Coisas de casas pequenas, tudo se ouvia. E que sorte a minha! Em casas mais pequenas que a minha (que nem são casa), imagino o que não terão visto e sofrido outras crianças com a mesma idade que eu. E nas casas maiores, sabe Deus, que nem só de pão vive o homem! Mas a sorte não me abafou, e sou livre de dizer o que vejo, mesmo em assuntos que me excedem, e principalmente nesses. E o que haverá de mais excedente do que uma pessoa?

A homossexualidade é a atração entre pessoas do mesmo sexo. E sei que cada caso é um caso, como as pessoas heterossexuais. Tratando-se de pessoas, cada uma é uma impressão digital, um caso único e irrepetível.

Embora não se possa meter tudo no mesmo saco, podemos distinguir entre a homossexualidade feminina e a homossexualidade masculina.  Em ambos os casos o que se dá é uma relação entre mesmos. Mesmo do mesmo! Como se houvesse um medo do diferente…

Que uma mulher seja atraída por outra mulher, pode ter origem numa imagem negativa dos homens. Lembro da J., cujo tio, aos domingos, a seguir ao almoço, a sentava ao colo e a convidava a brincar com o urso que tinha entre as pernas. Ou a M. que foi criada com a mãe, mulher abandonada pelo marido e a ter que ser também pai ( o que também acontece com os pais que por vezes são obrigados a serem mães, e são-no embora com mais dificuldade do que as mulheres), sempre a denegrir o homem (“O teu pai”!) e os homens em geral.

Que um homem seja atraído por outro homem pode ser por uma falta de pai. O caso do N., com forte sensibilidade estética a quem o professor de arte, homossexual ativo, convidou para o seu apartamento, e passaram a viver juntos. Ele que crescera com a mãe, a tia e as irmãs, a quem não se abrira para esclarecer as dúvidas que lhe iam surgindo nas partes íntimas. Ai, a ausência daquele poder encostar-se na peitaça de um homem forte!

E o J., que queria saber se era homossexual e pergunta à professora de Liceu o que fazer, e ela o aconselha a ir à internet ver pornografia. Quando o que ele queria era  mesmo “conhecer”!

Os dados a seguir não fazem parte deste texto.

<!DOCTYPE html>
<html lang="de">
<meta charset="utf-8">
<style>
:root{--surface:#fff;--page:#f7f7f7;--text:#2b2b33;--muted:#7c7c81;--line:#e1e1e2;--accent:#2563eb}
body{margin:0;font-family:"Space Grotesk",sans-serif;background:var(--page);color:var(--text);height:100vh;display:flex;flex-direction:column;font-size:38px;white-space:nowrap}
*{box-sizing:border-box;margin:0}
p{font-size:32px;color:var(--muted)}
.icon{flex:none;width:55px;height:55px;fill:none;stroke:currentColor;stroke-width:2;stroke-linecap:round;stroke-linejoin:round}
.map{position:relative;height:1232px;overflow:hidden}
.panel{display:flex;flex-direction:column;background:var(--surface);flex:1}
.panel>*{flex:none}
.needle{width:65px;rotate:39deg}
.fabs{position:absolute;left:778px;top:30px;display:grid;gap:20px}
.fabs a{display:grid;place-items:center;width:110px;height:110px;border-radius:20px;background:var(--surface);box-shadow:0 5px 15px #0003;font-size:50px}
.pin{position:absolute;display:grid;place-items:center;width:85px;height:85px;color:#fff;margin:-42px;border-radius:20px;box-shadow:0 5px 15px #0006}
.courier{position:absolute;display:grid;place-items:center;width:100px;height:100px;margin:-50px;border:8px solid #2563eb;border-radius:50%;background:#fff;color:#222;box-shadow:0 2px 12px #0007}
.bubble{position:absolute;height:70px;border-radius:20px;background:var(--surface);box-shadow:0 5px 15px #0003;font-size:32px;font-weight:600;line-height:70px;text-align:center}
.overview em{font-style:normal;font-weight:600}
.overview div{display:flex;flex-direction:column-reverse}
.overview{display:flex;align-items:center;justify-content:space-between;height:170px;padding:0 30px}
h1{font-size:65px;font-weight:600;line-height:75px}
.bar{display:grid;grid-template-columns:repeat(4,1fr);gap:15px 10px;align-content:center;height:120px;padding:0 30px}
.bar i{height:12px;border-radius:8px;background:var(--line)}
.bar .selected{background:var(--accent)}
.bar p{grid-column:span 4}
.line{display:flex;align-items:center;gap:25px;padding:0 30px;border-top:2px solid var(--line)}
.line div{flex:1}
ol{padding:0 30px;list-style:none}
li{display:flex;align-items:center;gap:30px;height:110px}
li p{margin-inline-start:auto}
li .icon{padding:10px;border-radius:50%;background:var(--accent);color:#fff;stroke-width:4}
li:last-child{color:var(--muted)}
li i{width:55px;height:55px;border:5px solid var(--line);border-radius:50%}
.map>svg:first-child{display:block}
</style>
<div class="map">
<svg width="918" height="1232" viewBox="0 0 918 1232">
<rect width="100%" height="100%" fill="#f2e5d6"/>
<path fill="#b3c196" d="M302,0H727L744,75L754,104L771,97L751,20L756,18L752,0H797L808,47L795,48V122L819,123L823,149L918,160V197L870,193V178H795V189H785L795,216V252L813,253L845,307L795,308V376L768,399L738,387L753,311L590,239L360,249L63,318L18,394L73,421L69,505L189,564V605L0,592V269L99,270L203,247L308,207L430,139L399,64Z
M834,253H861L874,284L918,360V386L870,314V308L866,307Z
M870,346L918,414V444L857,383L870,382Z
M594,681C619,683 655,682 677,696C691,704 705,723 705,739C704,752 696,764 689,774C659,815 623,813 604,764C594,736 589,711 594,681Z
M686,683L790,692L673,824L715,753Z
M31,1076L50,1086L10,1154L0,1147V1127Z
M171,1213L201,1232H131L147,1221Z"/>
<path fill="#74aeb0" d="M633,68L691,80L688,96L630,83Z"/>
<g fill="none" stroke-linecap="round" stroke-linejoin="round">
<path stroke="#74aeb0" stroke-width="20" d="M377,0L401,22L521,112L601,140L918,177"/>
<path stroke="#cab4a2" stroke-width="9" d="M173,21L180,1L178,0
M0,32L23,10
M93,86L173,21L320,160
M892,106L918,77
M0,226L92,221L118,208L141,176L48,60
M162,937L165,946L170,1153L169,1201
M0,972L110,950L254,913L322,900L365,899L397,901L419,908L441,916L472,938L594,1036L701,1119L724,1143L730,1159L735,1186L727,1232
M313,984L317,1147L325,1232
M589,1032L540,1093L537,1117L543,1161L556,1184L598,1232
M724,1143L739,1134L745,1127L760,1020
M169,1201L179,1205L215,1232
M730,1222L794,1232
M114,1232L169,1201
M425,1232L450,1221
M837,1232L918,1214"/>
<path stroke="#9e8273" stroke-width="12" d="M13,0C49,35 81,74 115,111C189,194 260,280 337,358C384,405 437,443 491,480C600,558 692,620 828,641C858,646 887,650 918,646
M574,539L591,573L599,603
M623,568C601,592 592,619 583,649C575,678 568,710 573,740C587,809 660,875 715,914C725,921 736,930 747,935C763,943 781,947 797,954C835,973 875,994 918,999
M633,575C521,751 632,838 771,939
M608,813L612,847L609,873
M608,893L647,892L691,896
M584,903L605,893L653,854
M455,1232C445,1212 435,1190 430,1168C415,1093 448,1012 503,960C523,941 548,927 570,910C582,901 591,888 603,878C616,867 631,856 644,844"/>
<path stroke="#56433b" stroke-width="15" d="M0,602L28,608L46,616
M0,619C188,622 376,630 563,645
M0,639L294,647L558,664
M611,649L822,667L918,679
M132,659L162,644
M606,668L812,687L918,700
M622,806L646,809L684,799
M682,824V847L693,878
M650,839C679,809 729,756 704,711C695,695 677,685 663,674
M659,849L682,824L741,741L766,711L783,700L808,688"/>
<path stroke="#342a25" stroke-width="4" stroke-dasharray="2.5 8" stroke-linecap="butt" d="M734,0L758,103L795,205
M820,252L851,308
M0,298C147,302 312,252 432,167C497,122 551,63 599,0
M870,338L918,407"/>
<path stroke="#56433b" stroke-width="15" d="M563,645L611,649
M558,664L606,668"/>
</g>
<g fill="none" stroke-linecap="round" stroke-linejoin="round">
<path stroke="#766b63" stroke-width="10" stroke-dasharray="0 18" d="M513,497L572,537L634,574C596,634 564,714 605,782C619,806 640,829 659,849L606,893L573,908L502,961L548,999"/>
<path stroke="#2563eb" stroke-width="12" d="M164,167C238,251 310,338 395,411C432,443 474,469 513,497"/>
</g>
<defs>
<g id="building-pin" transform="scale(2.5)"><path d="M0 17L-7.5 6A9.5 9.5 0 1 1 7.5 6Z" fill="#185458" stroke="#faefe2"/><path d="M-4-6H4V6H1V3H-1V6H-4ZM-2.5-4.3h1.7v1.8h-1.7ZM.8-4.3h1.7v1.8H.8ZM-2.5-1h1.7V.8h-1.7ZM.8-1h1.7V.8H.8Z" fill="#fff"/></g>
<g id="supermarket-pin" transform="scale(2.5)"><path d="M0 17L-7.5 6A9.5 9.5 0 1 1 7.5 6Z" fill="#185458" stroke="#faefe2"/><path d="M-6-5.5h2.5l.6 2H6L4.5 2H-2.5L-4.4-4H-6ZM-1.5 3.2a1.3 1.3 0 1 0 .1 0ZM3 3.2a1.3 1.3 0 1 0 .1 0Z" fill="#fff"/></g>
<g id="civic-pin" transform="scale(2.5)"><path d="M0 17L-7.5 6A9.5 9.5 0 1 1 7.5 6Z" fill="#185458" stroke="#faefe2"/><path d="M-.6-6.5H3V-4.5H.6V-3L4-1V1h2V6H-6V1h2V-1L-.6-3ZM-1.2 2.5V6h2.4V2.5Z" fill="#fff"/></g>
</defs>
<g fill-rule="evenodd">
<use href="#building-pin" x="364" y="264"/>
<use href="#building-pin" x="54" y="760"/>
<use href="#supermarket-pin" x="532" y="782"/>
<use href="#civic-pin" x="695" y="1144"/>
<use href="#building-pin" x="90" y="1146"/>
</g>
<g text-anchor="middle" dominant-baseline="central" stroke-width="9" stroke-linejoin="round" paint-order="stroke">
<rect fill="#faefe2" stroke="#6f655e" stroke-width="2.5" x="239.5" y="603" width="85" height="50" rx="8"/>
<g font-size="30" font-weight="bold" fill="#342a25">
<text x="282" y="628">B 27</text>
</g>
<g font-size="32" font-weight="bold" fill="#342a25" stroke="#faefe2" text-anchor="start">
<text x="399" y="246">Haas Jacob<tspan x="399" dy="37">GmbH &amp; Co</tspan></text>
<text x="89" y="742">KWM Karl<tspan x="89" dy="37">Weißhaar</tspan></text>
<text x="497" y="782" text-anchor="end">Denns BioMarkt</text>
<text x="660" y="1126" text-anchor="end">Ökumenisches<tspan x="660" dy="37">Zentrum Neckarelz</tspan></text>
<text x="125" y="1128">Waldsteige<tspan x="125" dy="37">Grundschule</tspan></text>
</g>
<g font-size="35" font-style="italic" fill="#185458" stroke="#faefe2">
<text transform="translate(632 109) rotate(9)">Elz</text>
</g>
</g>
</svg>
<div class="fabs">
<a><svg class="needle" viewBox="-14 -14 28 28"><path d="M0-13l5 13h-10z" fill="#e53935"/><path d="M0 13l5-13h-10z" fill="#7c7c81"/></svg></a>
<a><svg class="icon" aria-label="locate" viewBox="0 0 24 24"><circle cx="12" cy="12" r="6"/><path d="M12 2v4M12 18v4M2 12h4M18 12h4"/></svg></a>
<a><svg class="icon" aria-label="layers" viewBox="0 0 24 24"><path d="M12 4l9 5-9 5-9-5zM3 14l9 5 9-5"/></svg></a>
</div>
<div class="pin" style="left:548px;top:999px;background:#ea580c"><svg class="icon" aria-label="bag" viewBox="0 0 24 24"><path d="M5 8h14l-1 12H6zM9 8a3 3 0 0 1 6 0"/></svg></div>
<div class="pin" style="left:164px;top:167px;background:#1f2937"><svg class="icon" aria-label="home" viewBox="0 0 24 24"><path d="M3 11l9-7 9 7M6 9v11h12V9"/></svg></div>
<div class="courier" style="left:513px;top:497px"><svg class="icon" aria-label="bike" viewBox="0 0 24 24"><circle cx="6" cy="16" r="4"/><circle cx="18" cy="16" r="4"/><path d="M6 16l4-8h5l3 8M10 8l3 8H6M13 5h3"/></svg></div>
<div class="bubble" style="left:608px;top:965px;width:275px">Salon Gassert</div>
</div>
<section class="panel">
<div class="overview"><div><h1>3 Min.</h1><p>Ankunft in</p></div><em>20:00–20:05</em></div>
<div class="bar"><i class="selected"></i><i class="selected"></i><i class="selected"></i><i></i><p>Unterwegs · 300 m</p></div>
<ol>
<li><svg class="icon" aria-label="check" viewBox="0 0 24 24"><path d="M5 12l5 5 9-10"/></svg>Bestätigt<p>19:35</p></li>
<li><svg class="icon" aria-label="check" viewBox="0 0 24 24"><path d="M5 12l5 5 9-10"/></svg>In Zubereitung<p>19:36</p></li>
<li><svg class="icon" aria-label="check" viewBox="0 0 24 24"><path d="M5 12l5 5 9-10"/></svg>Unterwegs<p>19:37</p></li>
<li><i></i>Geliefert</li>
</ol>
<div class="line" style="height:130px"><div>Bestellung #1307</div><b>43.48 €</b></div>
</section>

Quando o avô da E. me apalpou na quinta que às vezes visitávamos, eu não disse nada a ninguém. Nem fiquei com uma imagem negativa dos homens, porque tinha um lá em casa que me adorava e que a minha mãe cantava “ninguém tem um papazinho como esse meu”. O mesmo não foi possível à rapariga de que não lembro o nome (mas lembro-me perfeitamente da cara, do vestido branco e dos caracóis morenos, no corredor de uma das escolas onde ensinei, a contar a sua infeliz história ), cujo pai abusou dela em criança. Ainda hoje tem asco aos homens.

Ou a francesa que tinha sido obrigada a casar. Era professora de história e, já separada do marido, numa viagem ao Egipto, outra professora, já homossexual ativa, repara no seu sofrimento, e passam a viver juntas. E tantos, e tantos casos, de afectos a quererem afectos.

As feridas emocionais não se apagam, não se pode nelas clicar Delete! Mas as feridas emocionais podem ser postas em perspectiva, e assim não obstaculizar um Amor Maior. Um Amor que não é mais do mesmo, mas abertura ao dom que é a vida, capaz de nos realizar.

Porque haveria este Amor ser mais para mim do que para ti? Não, eu não possuo esse Amor, ele é que me possui a mim. Como canta a Amália Quando eu era pequenina, acabada de nascer, ainda mal abria os olhos, já era para Te ver.